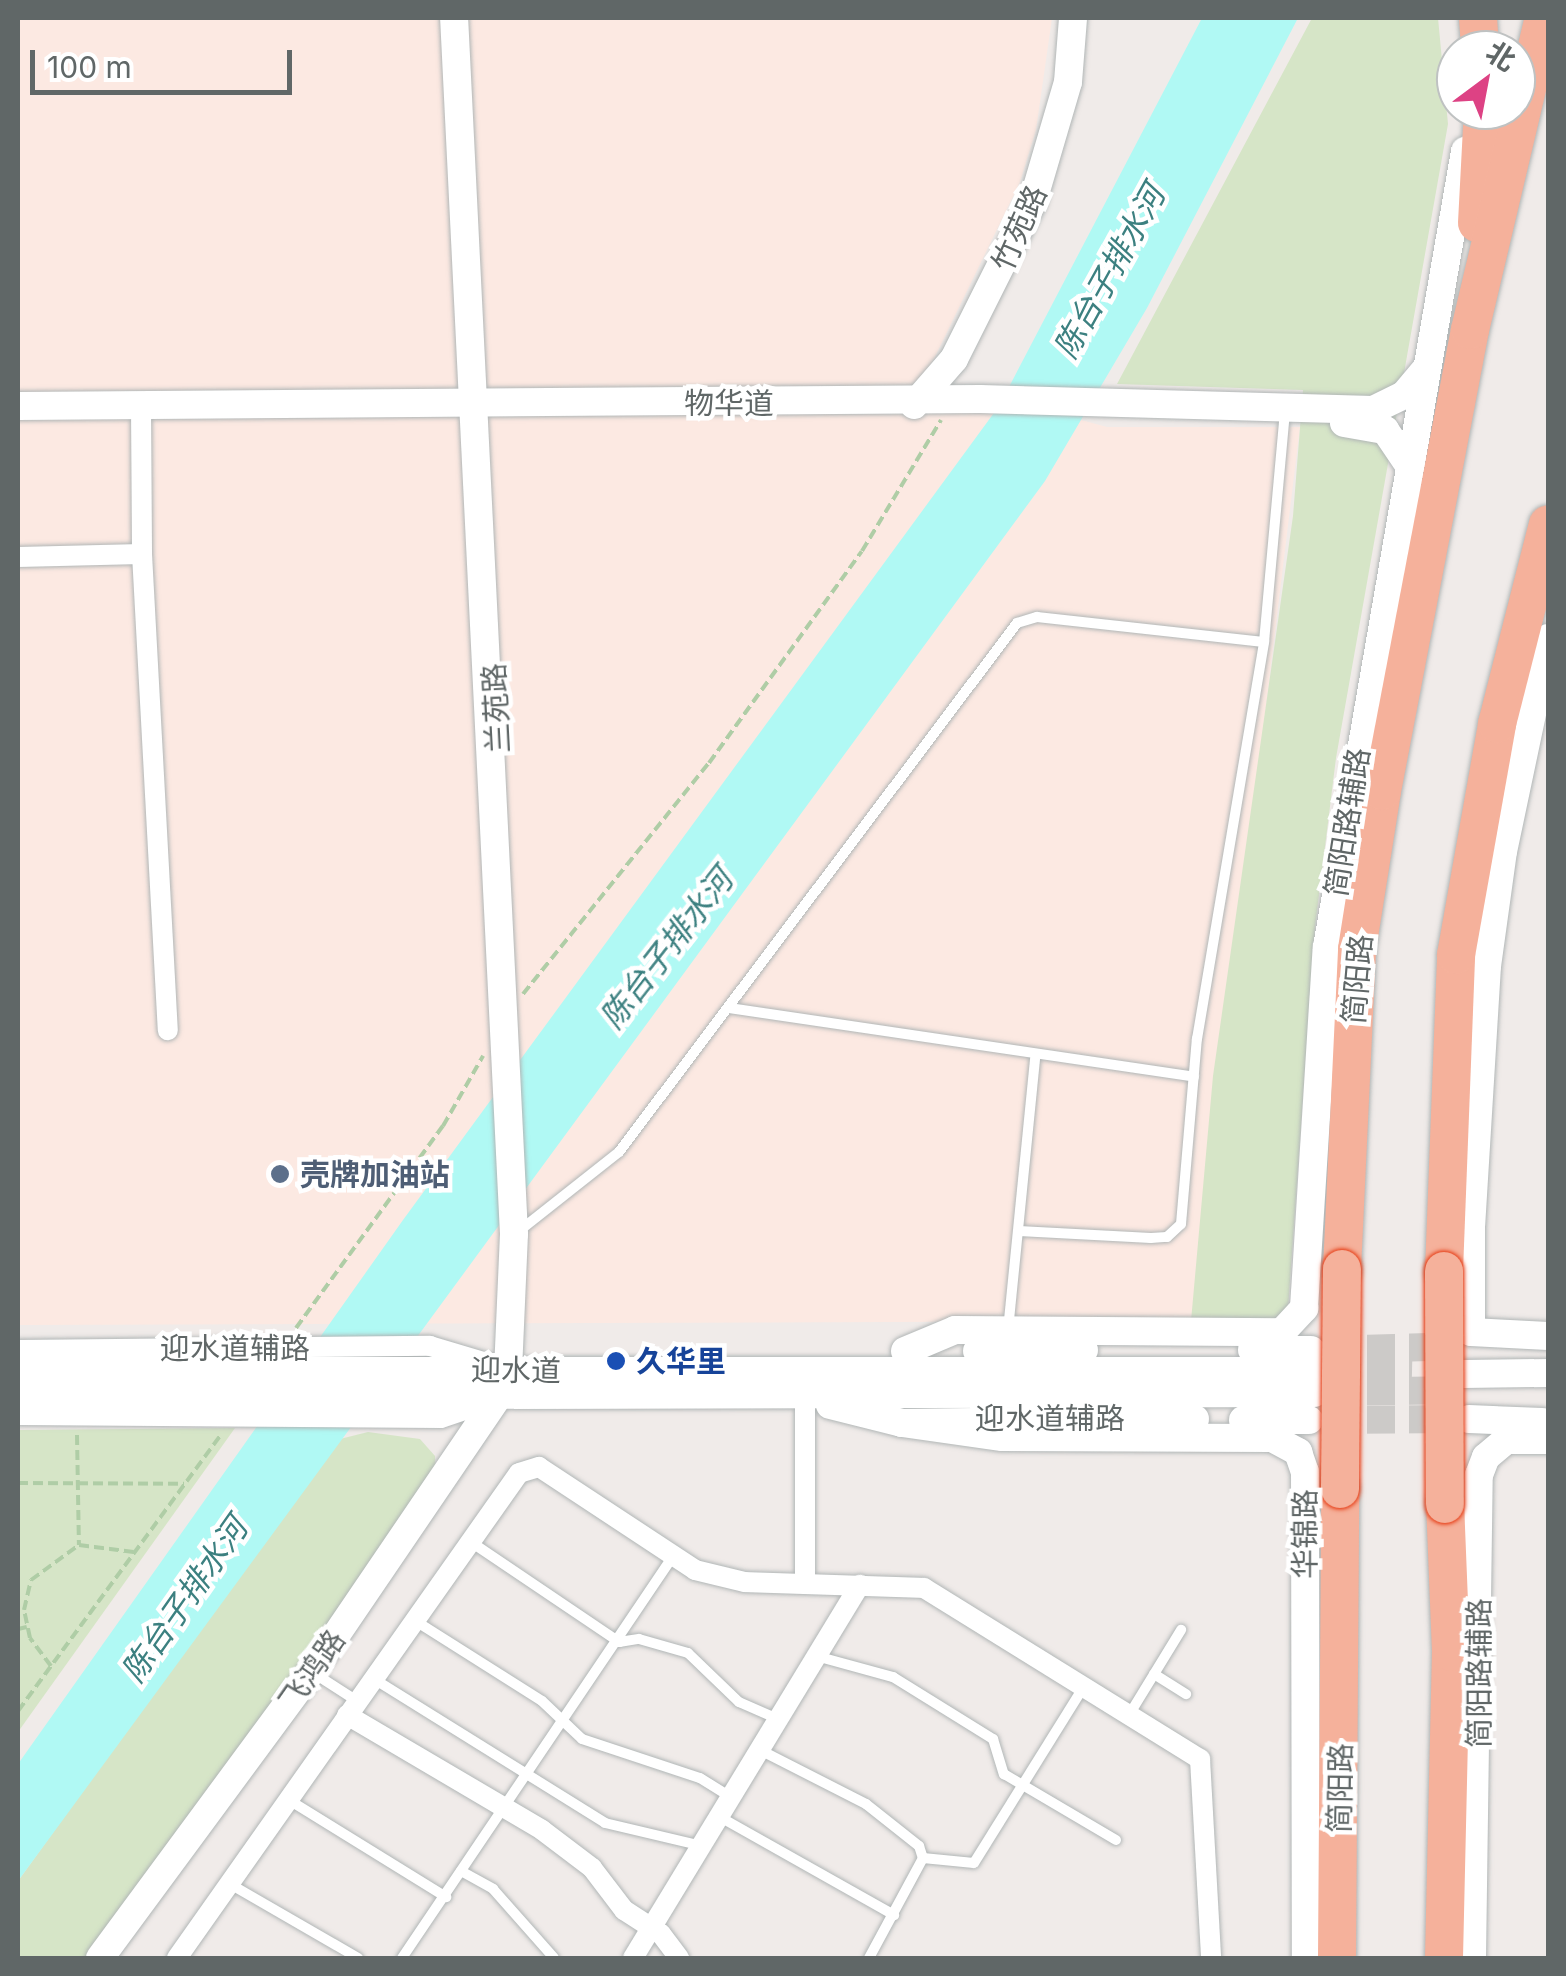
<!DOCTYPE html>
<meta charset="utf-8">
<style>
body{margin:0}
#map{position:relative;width:1566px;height:1976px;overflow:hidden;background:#f0ebe9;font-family:Inter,"Noto Sans SC",sans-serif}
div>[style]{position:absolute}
.commercial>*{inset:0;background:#fce9e2}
.green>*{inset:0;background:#d6e5c7}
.water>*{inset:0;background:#b0f9f4}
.secondary-tunnel>*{height:28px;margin-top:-14px;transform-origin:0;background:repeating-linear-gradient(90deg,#cccac8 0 28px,transparent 0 42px)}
.path>*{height:4px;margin-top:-2px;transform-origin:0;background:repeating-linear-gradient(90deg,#afcda6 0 10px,transparent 0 15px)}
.roads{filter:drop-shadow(0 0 2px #b1b6b6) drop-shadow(0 0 2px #b1b6b6)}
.lane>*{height:10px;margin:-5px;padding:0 5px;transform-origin:5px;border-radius:5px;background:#fff}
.street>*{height:20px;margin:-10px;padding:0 10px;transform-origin:10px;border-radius:10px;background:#fff}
.secondary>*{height:28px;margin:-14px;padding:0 14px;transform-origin:14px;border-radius:14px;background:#fff}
.highway>*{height:38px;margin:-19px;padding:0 19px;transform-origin:19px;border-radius:19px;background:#f5b19b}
.bridges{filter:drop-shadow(0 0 2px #e63a12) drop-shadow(0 0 2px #e63a12)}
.highway-bridge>*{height:38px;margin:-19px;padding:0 19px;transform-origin:19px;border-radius:19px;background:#f5b19b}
.dots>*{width:28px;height:28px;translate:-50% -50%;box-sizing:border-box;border:5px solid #fff;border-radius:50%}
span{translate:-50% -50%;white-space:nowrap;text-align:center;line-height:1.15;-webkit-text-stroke:9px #fff;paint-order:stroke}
.street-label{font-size:30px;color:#606767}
.service-label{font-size:30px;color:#4e5e75;font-weight:700}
.left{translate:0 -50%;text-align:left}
.transit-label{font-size:30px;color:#164399;font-weight:700}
.water-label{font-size:32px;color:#3c8080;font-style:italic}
.frame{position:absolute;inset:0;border:20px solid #606767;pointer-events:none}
.north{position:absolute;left:1436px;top:30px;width:100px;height:100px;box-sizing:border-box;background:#fff;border:2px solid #bfc2c2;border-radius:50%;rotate:32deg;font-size:28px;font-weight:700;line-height:40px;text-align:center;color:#606767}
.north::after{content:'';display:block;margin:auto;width:35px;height:45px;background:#dd4284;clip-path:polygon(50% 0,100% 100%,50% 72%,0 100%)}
.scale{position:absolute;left:30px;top:50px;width:262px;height:45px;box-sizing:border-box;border:5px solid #606767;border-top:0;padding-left:12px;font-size:30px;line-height:35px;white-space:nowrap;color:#606767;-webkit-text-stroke:8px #fff;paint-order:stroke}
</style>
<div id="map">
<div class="commercial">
<div style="clip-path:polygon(18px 18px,1052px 18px,1036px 130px,1020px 182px,933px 361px,953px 385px,1107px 427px,1300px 427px,1191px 1321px,18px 1325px)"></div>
</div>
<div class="green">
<div style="clip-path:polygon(1312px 18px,1438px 18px,1448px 124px,1336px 758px,1315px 927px,1288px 1309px,1271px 1321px,1191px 1321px,1213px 1076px,1293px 516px,1303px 390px,1117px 384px)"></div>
<div style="clip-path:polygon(235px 1428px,18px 1732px,18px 1430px)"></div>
<div style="clip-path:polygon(368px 1432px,420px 1439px,435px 1456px,436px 1478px,89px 1958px,18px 1958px,18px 1881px,336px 1440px)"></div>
</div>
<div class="water">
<div style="clip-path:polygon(1202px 18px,1298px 18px,1147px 308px,1045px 481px,18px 1881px,18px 1764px,403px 1220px,999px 406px)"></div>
</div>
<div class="secondary-tunnel">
<div style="left:1325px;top:1350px;width:138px;rotate:-1.7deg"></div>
<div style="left:1325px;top:1371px;width:87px;rotate:1.3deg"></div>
<div style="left:1325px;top:1392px;width:139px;rotate:-0.8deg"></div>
<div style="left:1325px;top:1420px;width:137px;rotate:-0.4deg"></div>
</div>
<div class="path">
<div style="left:523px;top:994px;width:297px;rotate:-51.2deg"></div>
<div style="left:709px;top:763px;width:261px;rotate:-54.2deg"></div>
<div style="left:862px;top:551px;width:153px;rotate:-58.9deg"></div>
<div style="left:296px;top:1328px;width:250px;rotate:-54deg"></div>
<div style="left:443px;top:1126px;width:81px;rotate:-60.3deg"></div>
<div style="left:77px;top:1435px;width:110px;rotate:89deg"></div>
<div style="left:18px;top:1483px;width:166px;rotate:0.3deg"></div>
<div style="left:18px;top:1629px;width:9px;rotate:-13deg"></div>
<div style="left:51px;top:1666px;width:35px;rotate:-127deg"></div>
<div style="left:30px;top:1638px;width:29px;rotate:-102deg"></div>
<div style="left:24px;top:1610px;width:31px;rotate:-77deg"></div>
<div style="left:31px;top:1580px;width:59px;rotate:-36.1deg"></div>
<div style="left:79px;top:1545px;width:55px;rotate:7.3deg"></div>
<div style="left:18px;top:1711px;width:341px;rotate:-53.7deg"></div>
</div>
<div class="roads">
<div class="lane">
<div style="left:729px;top:1008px;width:470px;rotate:8.4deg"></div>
<div style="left:519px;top:1231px;width:127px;rotate:-38.3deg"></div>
<div style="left:619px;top:1152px;width:662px;rotate:-53.04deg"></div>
<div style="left:1017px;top:623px;width:21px;rotate:-17deg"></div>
<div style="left:1037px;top:617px;width:228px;rotate:6.3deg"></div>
<div style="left:1019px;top:1231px;width:132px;rotate:3deg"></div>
<div style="left:1151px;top:1238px;width:16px;rotate:-4deg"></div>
<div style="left:1167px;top:1237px;width:19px;rotate:-43deg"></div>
<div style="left:1181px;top:1224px;width:186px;rotate:-85.1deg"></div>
<div style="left:1197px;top:1039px;width:403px;rotate:-80.4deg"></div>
<div style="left:1264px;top:642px;width:234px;rotate:-84.8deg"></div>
<div style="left:1008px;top:1330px;width:273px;rotate:-84.3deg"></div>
<div style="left:471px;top:1542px;width:179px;rotate:34deg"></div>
<div style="left:619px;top:1642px;width:20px;rotate:-9deg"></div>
<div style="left:639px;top:1639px;width:51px;rotate:15.9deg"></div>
<div style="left:688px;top:1653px;width:71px;rotate:43.9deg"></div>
<div style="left:739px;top:1702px;width:43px;rotate:23.6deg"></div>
<div style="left:414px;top:1620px;width:151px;rotate:32.3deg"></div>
<div style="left:542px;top:1701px;width:55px;rotate:43.5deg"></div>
<div style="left:582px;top:1739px;width:124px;rotate:18.3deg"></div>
<div style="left:700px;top:1778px;width:36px;rotate:32deg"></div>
<div style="left:816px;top:1656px;width:80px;rotate:15.3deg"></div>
<div style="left:893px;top:1677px;width:118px;rotate:31.8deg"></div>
<div style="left:993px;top:1739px;width:37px;rotate:73deg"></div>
<div style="left:1004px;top:1774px;width:130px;rotate:30.5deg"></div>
<div style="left:312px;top:1672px;width:54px;rotate:32.8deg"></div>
<div style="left:1154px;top:1674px;width:38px;rotate:32deg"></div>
<div style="left:374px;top:1679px;width:272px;rotate:31.9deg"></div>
<div style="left:605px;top:1823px;width:100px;rotate:13.3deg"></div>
<div style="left:1129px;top:1715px;width:100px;rotate:-58.5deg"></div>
<div style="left:760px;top:1750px;width:119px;rotate:27deg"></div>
<div style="left:866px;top:1804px;width:68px;rotate:38.4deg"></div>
<div style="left:919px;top:1846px;width:13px;rotate:72deg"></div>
<div style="left:289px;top:1800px;width:185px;rotate:31.7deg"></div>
<div style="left:720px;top:1817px;width:200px;rotate:29.4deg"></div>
<div style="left:461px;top:1871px;width:37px;rotate:29deg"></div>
<div style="left:493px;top:1889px;width:92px;rotate:48.5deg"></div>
<div style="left:230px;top:1884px;width:148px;rotate:30deg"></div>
<div style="left:402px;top:1958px;width:485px;rotate:-56deg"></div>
<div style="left:869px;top:1958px;width:114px;rotate:-61.6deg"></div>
<div style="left:923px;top:1858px;width:51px;rotate:5.6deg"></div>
<div style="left:974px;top:1863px;width:206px;rotate:-58.1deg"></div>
</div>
<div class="street">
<div style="left:141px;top:406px;width:148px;rotate:89.6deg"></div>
<div style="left:142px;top:554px;width:477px;rotate:86.9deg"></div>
<div style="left:18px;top:557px;width:124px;rotate:-1.4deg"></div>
<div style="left:18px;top:1350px;width:412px;rotate:-0.6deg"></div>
<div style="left:430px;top:1346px;width:70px;rotate:16.6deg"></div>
<div style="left:18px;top:1415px;width:423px;rotate:0.4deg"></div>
<div style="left:441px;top:1418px;width:59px;rotate:-18.7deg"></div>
<div style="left:805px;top:1584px;width:185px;rotate:-90deg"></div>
<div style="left:347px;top:1715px;width:226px;rotate:30.5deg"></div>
<div style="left:542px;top:1830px;width:63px;rotate:37.2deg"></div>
<div style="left:592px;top:1868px;width:53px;rotate:52.7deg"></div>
<div style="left:624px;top:1910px;width:44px;rotate:33deg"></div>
<div style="left:661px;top:1934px;width:30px;rotate:53deg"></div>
<div style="left:177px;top:1958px;width:593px;rotate:-54.81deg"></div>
<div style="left:519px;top:1473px;width:21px;rotate:-17deg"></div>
<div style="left:539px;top:1467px;width:187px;rotate:33.4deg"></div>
<div style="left:695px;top:1570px;width:51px;rotate:13.5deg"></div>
<div style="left:745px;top:1582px;width:179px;rotate:1.9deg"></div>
<div style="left:924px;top:1588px;width:325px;rotate:31.8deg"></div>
<div style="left:1200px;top:1759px;width:199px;rotate:86.8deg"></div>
<div style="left:633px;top:1958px;width:437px;rotate:-58.7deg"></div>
</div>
<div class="secondary">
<div style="left:914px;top:405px;width:61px;rotate:-49deg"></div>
<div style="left:954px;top:359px;width:177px;rotate:-63.4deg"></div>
<div style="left:1033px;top:201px;width:124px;rotate:-73.6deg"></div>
<div style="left:1068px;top:82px;width:64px;rotate:-85.5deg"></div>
<div style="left:18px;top:406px;width:962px;rotate:-0.42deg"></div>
<div style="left:980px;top:399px;width:393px;rotate:1.6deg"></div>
<div style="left:1373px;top:410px;width:34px;rotate:-26deg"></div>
<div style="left:1404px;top:395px;width:31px;rotate:-50deg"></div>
<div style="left:1344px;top:423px;width:42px;rotate:9.7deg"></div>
<div style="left:1385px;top:430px;width:41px;rotate:55.9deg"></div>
<div style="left:1548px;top:638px;width:218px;rotate:101.9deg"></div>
<div style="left:1503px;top:851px;width:116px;rotate:97.9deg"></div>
<div style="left:1487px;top:966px;width:259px;rotate:93.5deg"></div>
<div style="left:1471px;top:1225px;width:107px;rotate:90deg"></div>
<div style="left:1471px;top:1332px;width:77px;rotate:3deg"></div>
<div style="left:1252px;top:1350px;width:59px"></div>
<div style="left:905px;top:1351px;width:54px;rotate:-22.8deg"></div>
<div style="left:955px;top:1330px;width:327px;rotate:0.4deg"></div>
<div style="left:1282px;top:1332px;width:33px;rotate:-47deg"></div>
<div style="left:1304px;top:1308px;width:362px;rotate:-86.4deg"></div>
<div style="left:1327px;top:947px;width:808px;rotate:-80.16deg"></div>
<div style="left:977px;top:1351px;width:107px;rotate:-0.5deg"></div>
<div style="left:18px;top:1371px;width:1296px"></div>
<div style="left:1463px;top:1374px;width:85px;rotate:-0.7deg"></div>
<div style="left:18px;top:1396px;width:1296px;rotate:-0.13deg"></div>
<div style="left:830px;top:1405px;width:74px;rotate:14deg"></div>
<div style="left:902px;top:1423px;width:293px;rotate:-0.8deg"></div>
<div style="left:1469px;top:1419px;width:73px;rotate:2.4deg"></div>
<div style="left:1243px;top:1420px;width:66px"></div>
<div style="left:902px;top:1423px;width:101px;rotate:8deg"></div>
<div style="left:1002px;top:1437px;width:270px;rotate:0.2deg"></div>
<div style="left:1272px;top:1438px;width:30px;rotate:28deg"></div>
<div style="left:1298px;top:1452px;width:21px;rotate:71deg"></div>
<div style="left:1305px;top:1472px;width:486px;rotate:89.9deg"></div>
<div style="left:100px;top:1958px;width:355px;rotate:-53.6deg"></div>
<div style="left:311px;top:1672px;width:331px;rotate:-55.8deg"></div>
<div style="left:497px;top:1398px;width:29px;rotate:-68deg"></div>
<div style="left:508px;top:1371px;width:137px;rotate:-87.5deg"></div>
<div style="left:514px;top:1234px;width:1217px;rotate:-92.82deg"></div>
<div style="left:1472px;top:1958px;width:483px;rotate:-89.2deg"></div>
<div style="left:1479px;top:1475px;width:19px;rotate:-69deg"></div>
<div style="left:1486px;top:1457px;width:26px;rotate:-40deg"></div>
<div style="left:1506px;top:1440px;width:42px"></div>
</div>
<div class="highway">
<div style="left:1478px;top:18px;width:32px;rotate:86deg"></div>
<div style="left:1477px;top:223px;width:113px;rotate:-87deg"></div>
<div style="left:1342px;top:1269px;width:320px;rotate:-87.3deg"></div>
<div style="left:1357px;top:949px;width:160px;rotate:-81deg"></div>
<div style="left:1382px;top:791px;width:469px;rotate:-79.2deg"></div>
<div style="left:1470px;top:330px;width:321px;rotate:-76.7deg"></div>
<div style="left:1444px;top:1271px;width:316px;rotate:-87.8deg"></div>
<div style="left:1456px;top:955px;width:235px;rotate:-79.9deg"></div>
<div style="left:1497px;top:724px;width:206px;rotate:-75.7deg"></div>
<div style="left:1337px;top:1958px;width:469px;rotate:-89.6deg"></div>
<div style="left:1444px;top:1958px;width:306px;rotate:-88.7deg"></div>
<div style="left:1451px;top:1652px;width:148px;rotate:-92.3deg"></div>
</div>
</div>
<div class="bridges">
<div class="highway-bridge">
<div style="left:1444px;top:1271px;width:233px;rotate:89.8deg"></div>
<div style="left:1340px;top:1489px;width:220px;rotate:-89.5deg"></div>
</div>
</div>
<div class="dots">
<div style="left:280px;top:1174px;background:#5c6f8a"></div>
<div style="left:616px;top:1361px;background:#1a4fb4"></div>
</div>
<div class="street-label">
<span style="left:1019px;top:228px;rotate:-66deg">竹苑路</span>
<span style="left:729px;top:403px">物华道</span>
<span style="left:496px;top:708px;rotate:-93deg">兰苑路</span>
<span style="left:1347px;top:822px;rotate:-81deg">简阳路辅路</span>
<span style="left:1357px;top:979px;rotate:-85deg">简阳路</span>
<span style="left:235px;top:1348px">迎水道辅路</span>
<span style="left:516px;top:1370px;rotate:1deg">迎水道</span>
<span style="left:1050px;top:1418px">迎水道辅路</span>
<span style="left:1305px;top:1534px;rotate:-90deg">华锦路</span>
<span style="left:312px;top:1670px;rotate:-55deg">飞鸿路</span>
<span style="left:1479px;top:1673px;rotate:-90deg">简阳路辅路</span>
<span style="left:1340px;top:1788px;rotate:-89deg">简阳路</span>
</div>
<div class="service-label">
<span class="left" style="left:300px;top:1174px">壳牌加油站</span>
</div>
<div class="transit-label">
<span class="left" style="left:636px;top:1361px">久华里</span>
</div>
<div class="water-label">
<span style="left:1110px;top:272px;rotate:-61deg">陈台子排水河</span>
<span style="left:667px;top:949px;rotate:-52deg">陈台子排水河</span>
<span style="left:185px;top:1600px;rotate:-55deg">陈台子排水河</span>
</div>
<div class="frame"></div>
<div class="north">北</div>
<div class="scale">100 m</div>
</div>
-=-=-=-=-
▶ _Work request_: Where does "lane" appear in the records above? Copy each line that holds it.

▶ _Answer space_:
.lane>*{height:10px;margin:-5px;padding:0 5px;transform-origin:5px;border-radius:5px;background:#fff}
<div class="lane">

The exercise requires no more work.